*TASK:* Your answer must consist of exactly the lines below, starting with the line with "position:absolute; display:grid; place-items:center;" and going on through the line with "height:168px; padding:12px 24px", and nothing else.

*INFORMATION PROVIDED:*
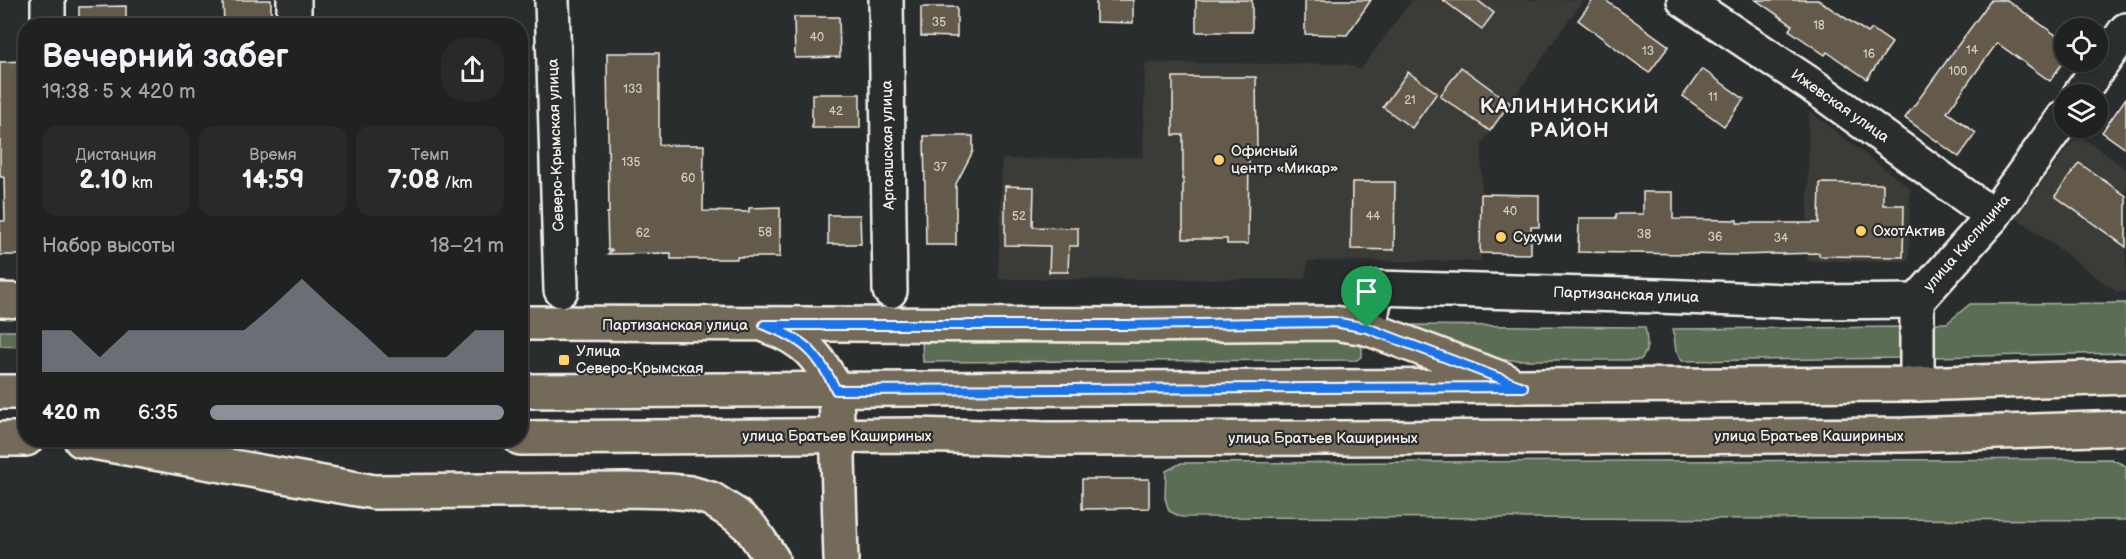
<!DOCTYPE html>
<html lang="ru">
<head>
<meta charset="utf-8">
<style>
  body { margin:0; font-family:"Balsamiq Sans",sans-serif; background:#282a2a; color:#f1f3f6; height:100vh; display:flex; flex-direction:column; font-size:22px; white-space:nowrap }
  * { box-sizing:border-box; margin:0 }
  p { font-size:20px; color:#a2a4a5 }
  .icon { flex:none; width:33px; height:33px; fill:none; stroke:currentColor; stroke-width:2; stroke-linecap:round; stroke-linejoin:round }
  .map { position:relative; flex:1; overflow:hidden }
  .drawer { position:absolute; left:18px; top:18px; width:510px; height:429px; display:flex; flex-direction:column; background:#202222; border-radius:24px; box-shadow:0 2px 4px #0004,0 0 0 2px #3d3f40 }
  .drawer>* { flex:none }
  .fabs { position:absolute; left:2054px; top:18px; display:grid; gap:12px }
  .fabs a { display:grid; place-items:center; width:54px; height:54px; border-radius:50%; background:#202222; box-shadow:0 2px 4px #0004,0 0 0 2px #3d3f40; font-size:30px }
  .pin { position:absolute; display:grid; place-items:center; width:51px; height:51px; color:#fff; margin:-62px -26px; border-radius:50% 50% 50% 0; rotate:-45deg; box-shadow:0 0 6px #0007 }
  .pin .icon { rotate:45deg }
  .round { display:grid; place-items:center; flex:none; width:63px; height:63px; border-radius:24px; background:#282a2a }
  .headline { display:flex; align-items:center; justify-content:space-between; height:102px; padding:0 24px }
  h1 { font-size:33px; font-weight:600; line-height:45px }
  .stats { display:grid; grid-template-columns:repeat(3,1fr); gap:9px; height:102px; padding:6px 24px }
  .stats div { display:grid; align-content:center; border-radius:15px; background:#282a2a; text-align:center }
  .stats b { font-size:26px; font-weight:600 }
  .stats small { font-size:16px; font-weight:400 }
  .stats p { font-size:16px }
  .chart { height:168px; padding:12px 24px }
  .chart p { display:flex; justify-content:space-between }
  .chart svg { width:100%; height:108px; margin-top:6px; fill:#8c9099; opacity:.7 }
  ul { padding:0 24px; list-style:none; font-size:20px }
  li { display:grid; grid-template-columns:96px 72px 1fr; align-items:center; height:45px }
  li i { height:15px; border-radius:8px; background:#8c9099 }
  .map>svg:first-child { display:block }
</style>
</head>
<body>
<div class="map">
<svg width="2126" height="559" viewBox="0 0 2126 559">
  <rect width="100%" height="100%" fill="#2a2d2e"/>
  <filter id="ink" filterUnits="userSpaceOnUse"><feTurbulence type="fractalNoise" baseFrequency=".0167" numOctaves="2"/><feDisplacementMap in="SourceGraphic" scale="12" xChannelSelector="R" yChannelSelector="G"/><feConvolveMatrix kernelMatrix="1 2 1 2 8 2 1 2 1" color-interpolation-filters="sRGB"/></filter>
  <g filter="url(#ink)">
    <g fill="#3b3a37">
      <polygon points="1412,0 1583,0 1482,143 1481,261 1308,261 1305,279 998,279 1002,159 1143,157 1145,63 1348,64 1360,70"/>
      <polygon points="1809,111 1910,188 1909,261 1807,261"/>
      <polygon points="2078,134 2126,169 2126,292 2118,293 2016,217"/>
    </g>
    <g fill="#5b6d56" stroke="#a8af9f" stroke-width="1.5">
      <polygon points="2126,303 2126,353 1933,357 1933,323 1947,323 1970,304"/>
      <path d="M 1403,325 L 1645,327 C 1647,339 1650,351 1640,360 L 1502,360 Z"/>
      <polygon points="1903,327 1903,358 1682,361 1676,351 1673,329"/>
      <polygon points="0,331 25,331 25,347 0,346"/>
      <polygon points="1344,339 1362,347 1362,356 1357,360 923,362 922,340"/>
      <polygon points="2111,459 2126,466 2126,520 1181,517 1169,511 1165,498 1166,471 1181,463"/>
    </g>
    <g fill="#635a4b" stroke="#f4f1e8" stroke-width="1.5">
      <polygon points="223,0 271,0 271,26 224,26"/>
      <polygon points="1096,0 1133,0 1133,23 1096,22"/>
      <rect x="1196" y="0" width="56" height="32"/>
      <polygon points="1305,0 1371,0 1347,35 1305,34"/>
      <polygon points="1443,0 1477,0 1494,13 1482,29"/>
      <polygon points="1593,0 1605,0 1669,46 1649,73 1578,20"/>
      <polygon points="1756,0 1818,0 1868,33 1872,29 1892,43 1867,79 1827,52 1825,55 1789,30 1792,25"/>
      <polygon points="1991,0 2007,0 2064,41 2064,61 2050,81 1997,43 1947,112 1976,133 1959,157 1905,118"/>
      <polygon points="126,6 126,26 79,26 79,7"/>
      <polygon points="921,7 957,7 957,37 921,36"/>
      <polygon points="794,17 839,17 840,57 795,58"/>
      <polygon points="607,53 659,53 659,145 704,145 703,211 749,212 749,208 780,207 780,257 737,257 737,259 671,259 671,253 608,254 612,250 608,250 607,213 609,213"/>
      <polygon points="26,61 26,255 0,255 0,221 5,221 4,177 0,177 0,62"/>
      <polygon points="1461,67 1510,103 1490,131 1440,96"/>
      <polygon points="1702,69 1744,99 1724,126 1683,96"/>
      <polygon points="1408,72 1437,93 1412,128 1383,107"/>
      <polygon points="1173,77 1256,77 1257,153 1249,153 1248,244 1227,244 1227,239 1183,239 1183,135 1173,135"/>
      <rect x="812" y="94" width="48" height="34"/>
      <polygon points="2126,98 2126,149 2102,132"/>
      <polygon points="924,136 973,136 973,151 956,184 956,245 926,245"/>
      <polygon points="2079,163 2126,196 2126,247 2055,196"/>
      <polygon points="1352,182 1395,182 1394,250 1351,249"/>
      <polygon points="1820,183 1883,184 1883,205 1904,205 1903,257 1819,256 1819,253 1736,255 1578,252 1579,218 1616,218 1616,214 1643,214 1643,192 1673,192 1673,219 1737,220 1737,223 1819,223"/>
      <polygon points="1005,186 1034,187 1033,227 1078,228 1078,246 1069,246 1068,272 1049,272 1050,246 1005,245"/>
      <polygon points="1481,194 1539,195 1539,227 1531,227 1531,254 1480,253"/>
      <polygon points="828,215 860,215 861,244 828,244"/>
      <polygon points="1082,479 1149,479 1149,508 1082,509"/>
    </g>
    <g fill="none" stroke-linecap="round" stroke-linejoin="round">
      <defs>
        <g id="minor">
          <polyline points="48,0 48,26"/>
          <polyline points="294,0 294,26"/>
          <polyline points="552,0 561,290"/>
          <polyline points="886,0 890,291"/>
          <polyline points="1684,0 1813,86 1993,216"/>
          <polyline points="2080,94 2126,30"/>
          <polyline points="1367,328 1372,313 1376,288 1658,296 1812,302 1917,301"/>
          <polyline points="1917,384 1917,301 1993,216 2064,117"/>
        </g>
        <g id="major">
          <polyline points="0,300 26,301"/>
          <polyline points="520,323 1126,325 1334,323 1367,328 1505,380"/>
          <path d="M 769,327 C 805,339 819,357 836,390 L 841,559"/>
          <polyline points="520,391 1917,384 2126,377"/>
          <polyline points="0,392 26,392"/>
          <polyline points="520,438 914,435 1049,439 1639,437 1904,435 2126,428"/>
          <polyline points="0,439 26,439"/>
          <polyline points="81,440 374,492 626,490 669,491 690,493 711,499 736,515 751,528 772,559"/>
        </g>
      </defs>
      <use href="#minor" stroke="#f4f1e8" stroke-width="38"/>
      <use href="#major" stroke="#f4f1e8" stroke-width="38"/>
      <use href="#minor" stroke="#2a2d2e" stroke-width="33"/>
      <use href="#major" stroke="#736a5a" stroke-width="33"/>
    </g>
  </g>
  <g fill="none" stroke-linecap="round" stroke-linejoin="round" filter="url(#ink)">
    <defs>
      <path id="route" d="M 1334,322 L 1367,328 L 1523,387 L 836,390 C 817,352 804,339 764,325 L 1126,325 Z"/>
    </defs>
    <use href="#route" stroke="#fff" stroke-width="12"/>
    <use href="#route" stroke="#1a73e8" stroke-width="8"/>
  </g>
  <g fill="#ffd166" stroke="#2a2d2e" stroke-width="2">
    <circle cx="1219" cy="160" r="6"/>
    <circle cx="1861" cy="231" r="6"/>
    <circle cx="1501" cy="237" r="6"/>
    <rect x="558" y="354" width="12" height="12" rx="3"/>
  </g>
  <g text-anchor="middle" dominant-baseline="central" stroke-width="4.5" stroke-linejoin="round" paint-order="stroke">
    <g font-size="12" fill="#d0cbc1">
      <text x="939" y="22">35</text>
      <text x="1819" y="25">18</text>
      <text x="817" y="37">40</text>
      <text x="1972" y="50">14</text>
      <text x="1648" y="51">13</text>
      <text x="1869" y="54">16</text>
      <text x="1958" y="71">100</text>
      <text x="633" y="89">133</text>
      <text x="1713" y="97">11</text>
      <text x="1410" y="100">21</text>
      <text x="836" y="111">42</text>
      <text x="631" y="162">135</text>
      <text x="940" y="167">37</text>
      <text x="688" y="178">60</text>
      <text x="1510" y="211">40</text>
      <text x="1019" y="216">52</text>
      <text x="1373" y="216">44</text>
      <text x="765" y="232">58</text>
      <text x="643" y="233">62</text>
      <text x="1644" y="234">38</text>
      <text x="1715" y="237">36</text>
      <text x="1781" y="238">34</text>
    </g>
    <g font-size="15" fill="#f4f1e8" stroke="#2a2d2e">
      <text transform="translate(1840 106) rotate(35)">Ижевская улица</text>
      <text transform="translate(556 145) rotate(-92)">Северо-Крымская улица</text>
      <text transform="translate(888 145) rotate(-91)">Аргаяшская улица</text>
      <text transform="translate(1967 243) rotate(-49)">улица Кислицина</text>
      <text transform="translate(1626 295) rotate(2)">Партизанская улица</text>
      <text x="675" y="325">Партизанская улица</text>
      <text x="837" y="436">улица Братьев Кашириных</text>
      <text x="1809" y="436">улица Братьев Кашириных</text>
      <text x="1323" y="438">улица Братьев Кашириных</text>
    </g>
    <g font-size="15" fill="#f4f1e8" stroke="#2a2d2e" text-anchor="start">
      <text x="1231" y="151">Офисный<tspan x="1231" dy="17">центр «Микар»</tspan></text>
      <text x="1873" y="231">ОхотАктив</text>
      <text x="1513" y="237">Сухуми</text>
      <text x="576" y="351">Улица<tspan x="576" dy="17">Северо-Крымская</tspan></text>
    </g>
    <g font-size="21" font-weight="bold" letter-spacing="1.5" fill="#f4f1e8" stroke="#2a2d2e">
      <text x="1570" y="106">КАЛИНИНСКИЙ<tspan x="1570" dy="24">РАЙОН</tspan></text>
    </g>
  </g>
</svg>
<div class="fabs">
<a><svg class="icon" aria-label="locate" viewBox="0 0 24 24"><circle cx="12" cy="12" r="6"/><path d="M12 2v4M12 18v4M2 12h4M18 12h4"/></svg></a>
<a><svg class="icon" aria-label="layers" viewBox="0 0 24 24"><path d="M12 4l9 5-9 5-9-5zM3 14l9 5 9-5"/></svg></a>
</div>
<div class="pin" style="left:1367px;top:328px;background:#1e9e55"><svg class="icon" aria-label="arrive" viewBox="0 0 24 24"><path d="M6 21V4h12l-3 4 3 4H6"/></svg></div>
<section class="drawer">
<div class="headline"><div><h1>Вечерний забег</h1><p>19:38 · 5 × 420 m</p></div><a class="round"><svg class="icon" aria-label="share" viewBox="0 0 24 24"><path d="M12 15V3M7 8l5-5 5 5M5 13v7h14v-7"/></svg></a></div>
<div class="stats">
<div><p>Дистанция</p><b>2.10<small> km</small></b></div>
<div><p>Время</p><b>14:59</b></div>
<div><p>Темп</p><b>7:08<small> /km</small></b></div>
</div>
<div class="chart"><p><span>Набор высоты</span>18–21 m</p>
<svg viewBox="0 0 160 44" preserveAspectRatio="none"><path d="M0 44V27L10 27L20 38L30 27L40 27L50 27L60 27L70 27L80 17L90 6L100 17L110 27L120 38L130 38L140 38L150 27L160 27V44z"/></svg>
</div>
<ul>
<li><b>420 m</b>6:35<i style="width:100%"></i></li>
</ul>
</section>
</div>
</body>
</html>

*PROBLEM SOLUTION:*
  .pin { position:absolute; display:grid; place-items:center; width:51px; height:51px; color:#fff; margin:-62px -26px; border-radius:50% 50% 50% 0; rotate:-45deg; box-shadow:0 0 6px #0007 }
  .pin .icon { rotate:45deg }
  .round { display:grid; place-items:center; flex:none; width:63px; height:63px; border-radius:24px; background:#282a2a }
  .headline { display:flex; align-items:center; justify-content:space-between; height:102px; padding:0 24px }
  h1 { font-size:33px; font-weight:600; line-height:45px }
  .stats { display:grid; grid-template-columns:repeat(3,1fr); gap:9px; height:102px; padding:6px 24px }
  .stats div { display:grid; align-content:center; border-radius:15px; background:#282a2a; text-align:center }
  .stats b { font-size:26px; font-weight:600 }
  .stats small { font-size:16px; font-weight:400 }
  .stats p { font-size:16px }
  .chart { height:168px; padding:12px 24px }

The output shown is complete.